Es ist ein klares "Ja, aber. . .", das Merk am Mittwoch dem Planungsausschuss präsentiert. Ja zum Urban Gardening, aber Nein zur ganz großen Lösung. Die hatte die Grünen-Stadträtin Sabine Krieger im Sinn, als sie im vergangenen Sommer ihre Gartel-Initiative startete: In sämtlichen Neubaugebieten, so forderte die Politikerin, müssen künftig Flächen für urbanes Gärtnern eingeplant werden, und bis die Kasernengelände mit Wohnungen bebaut werden, soll dort erst einmal ausgiebig gegraben werden dürfen. Krieger hatte zudem angeregt, öffentliche Flächen am Rande von Parks und Grünanlagen den Hobbygärtnern zur Verfügung zu stellen.

So weit will in der Verwaltung niemand gehen. In Neubaugebieten sei es sinnvoller, nach Bedarf vorzugehen, steht in der Beschlussvorlage Merks.

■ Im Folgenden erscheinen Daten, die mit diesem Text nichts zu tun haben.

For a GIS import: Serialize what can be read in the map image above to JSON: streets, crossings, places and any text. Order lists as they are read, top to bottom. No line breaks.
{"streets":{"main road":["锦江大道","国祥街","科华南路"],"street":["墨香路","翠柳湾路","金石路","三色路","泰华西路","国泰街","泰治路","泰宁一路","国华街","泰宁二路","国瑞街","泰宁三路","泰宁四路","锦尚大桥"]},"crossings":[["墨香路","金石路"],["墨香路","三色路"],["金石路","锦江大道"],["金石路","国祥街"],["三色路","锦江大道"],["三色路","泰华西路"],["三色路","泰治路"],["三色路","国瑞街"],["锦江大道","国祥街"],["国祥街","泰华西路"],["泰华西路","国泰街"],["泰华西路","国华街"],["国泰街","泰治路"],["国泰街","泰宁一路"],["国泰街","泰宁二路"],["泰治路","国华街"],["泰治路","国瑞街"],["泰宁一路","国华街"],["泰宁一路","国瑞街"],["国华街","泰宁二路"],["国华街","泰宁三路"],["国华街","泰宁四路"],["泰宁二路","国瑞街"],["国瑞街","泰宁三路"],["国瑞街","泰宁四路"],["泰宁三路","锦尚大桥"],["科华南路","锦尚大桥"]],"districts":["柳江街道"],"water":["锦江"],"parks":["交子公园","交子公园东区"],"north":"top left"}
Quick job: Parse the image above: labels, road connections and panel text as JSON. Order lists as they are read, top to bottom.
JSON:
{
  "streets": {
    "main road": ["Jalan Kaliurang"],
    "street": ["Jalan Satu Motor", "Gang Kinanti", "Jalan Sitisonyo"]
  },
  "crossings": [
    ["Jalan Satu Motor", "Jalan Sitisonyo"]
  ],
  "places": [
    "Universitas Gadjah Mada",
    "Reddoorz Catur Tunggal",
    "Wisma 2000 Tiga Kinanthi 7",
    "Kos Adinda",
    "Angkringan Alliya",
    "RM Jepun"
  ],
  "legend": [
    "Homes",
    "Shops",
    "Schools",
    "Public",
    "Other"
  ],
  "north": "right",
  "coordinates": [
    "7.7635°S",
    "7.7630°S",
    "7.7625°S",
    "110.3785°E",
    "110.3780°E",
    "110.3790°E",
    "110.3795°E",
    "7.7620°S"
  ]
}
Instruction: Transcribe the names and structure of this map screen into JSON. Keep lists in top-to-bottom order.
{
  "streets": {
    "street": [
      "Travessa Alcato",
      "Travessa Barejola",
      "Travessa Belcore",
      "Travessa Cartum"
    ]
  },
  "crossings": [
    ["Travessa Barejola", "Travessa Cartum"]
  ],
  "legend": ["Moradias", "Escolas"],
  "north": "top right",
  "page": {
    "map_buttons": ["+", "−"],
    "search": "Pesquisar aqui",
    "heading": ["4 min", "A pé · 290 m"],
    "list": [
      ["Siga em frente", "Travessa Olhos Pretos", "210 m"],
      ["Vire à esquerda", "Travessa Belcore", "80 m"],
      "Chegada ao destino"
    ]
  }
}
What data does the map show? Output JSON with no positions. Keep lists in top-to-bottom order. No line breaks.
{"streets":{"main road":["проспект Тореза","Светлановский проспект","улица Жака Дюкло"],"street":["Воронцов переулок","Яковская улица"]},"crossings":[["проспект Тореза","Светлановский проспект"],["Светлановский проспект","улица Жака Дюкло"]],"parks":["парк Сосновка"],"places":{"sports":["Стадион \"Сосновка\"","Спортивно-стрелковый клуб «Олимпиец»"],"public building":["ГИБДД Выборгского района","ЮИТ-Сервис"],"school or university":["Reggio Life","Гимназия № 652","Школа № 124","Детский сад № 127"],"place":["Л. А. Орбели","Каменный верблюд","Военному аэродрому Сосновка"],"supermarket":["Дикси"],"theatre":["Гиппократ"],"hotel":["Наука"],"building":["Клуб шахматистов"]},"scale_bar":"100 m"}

Und auf den Kasernenarealen sei mit Altlasten und Sicherheitsproblemen zu rechnen - schließlich könnten die Gärtner nicht inmitten von Baggern und Betonmischern ihre Gießkanne schwingen. Sollten brachliegende städtische Flächen plötzlich als Gemüseacker dienen, rechnet das Kommunalreferat zudem mit richtig Ärger: Schließlich braucht München neue Wohnungen, neue Schulen und neue Kindertagesstätten. Da könne es durch den Wegfall weiterer Bauflächen sehr schnell zu weiteren Preissteigerungen bei den Grundstückspreisen kommen. Und das kann München nicht gebrauchen.

Wo die Sehnsucht nach dem Landleben erfüllt wird

Ohnehin gebe es in München zahlreiche und auch sehr unterschiedliche Projekte, bei denen die Großstädter schon jetzt ihre Sehnsucht nach dem Landleben austoben können. Die Münchner Krautgärten beispielsweise, auf denen ohne großen baulichen Aufwand Gemüse, Blumen oder Kräuter gezogen werden. Fast 1200 Parzellen an 19 Adressen gibt es bereits, das hat das Planungsreferat zusammengetragen - zumeist auf landwirtschaftlichen Flächen in Stadtrandnähe. Künftig soll jährlich ein neuer Standort dazukommen. 2014 war dies ein Grundstück in der Verlängerung der Drygalskiallee in Solln, in diesem Jahr ist Ludwigsfeld an der Reihe. Gemeinschaftlich gegärtnert wird inzwischen auch im sogenannten Südgarten auf dem Viehhofgelände. Im vergangenen Sommer gab es Urban Gardening auf der Bastion der Corneliusbrücke.

Voran geht es auch mit den sogenannten Gemeinschaftsgärten, die meist auf öffentlich zugänglichen Flächen eingerichtet werden: die Bewohnergärten Berg am Laim zählen dazu, der Generationengarten Milbertshofen oder der Garten der Kulturen in Neuhausen. Aus Sicht des Sozialreferats handelt es sich dabei um "sinnvolle Orte für die Ressourcenaktivierung und die Förderung des gedeihlichen Miteinanders." Zu den bestehenden 13 interkulturellen Gärten, in denen Menschen verschiedener Nationen zusammen garteln sollen, kommen demnächst weitere Flächen am Ackermannbogen. Insgesamt gibt es in München laut Planungsreferat 12 000 Parzellen in Klein-, Gemeinschafts- oder Krautgärten. In den kommenden fünf Jahren sind rund 1000 weitere geplant.

Sogar "Guerilla Gardening" ist im braven München bekannt - wenn auch nicht in der wilden Variante. Ursprünglich säten bei der anarchischen Form des Gartenbaus Protestierer irgendwo heimlich ihre Pflanzen aus. In München haben das die Organisationen Guerilla Gärtner und Green City übernommen, allerdings in Absprache mit dem Baureferat. Seitdem kümmern sich Privatleute auf öffentlichem Grund um ihre Beete, die zumeist in Baumgräben oder am Straßenrand sind.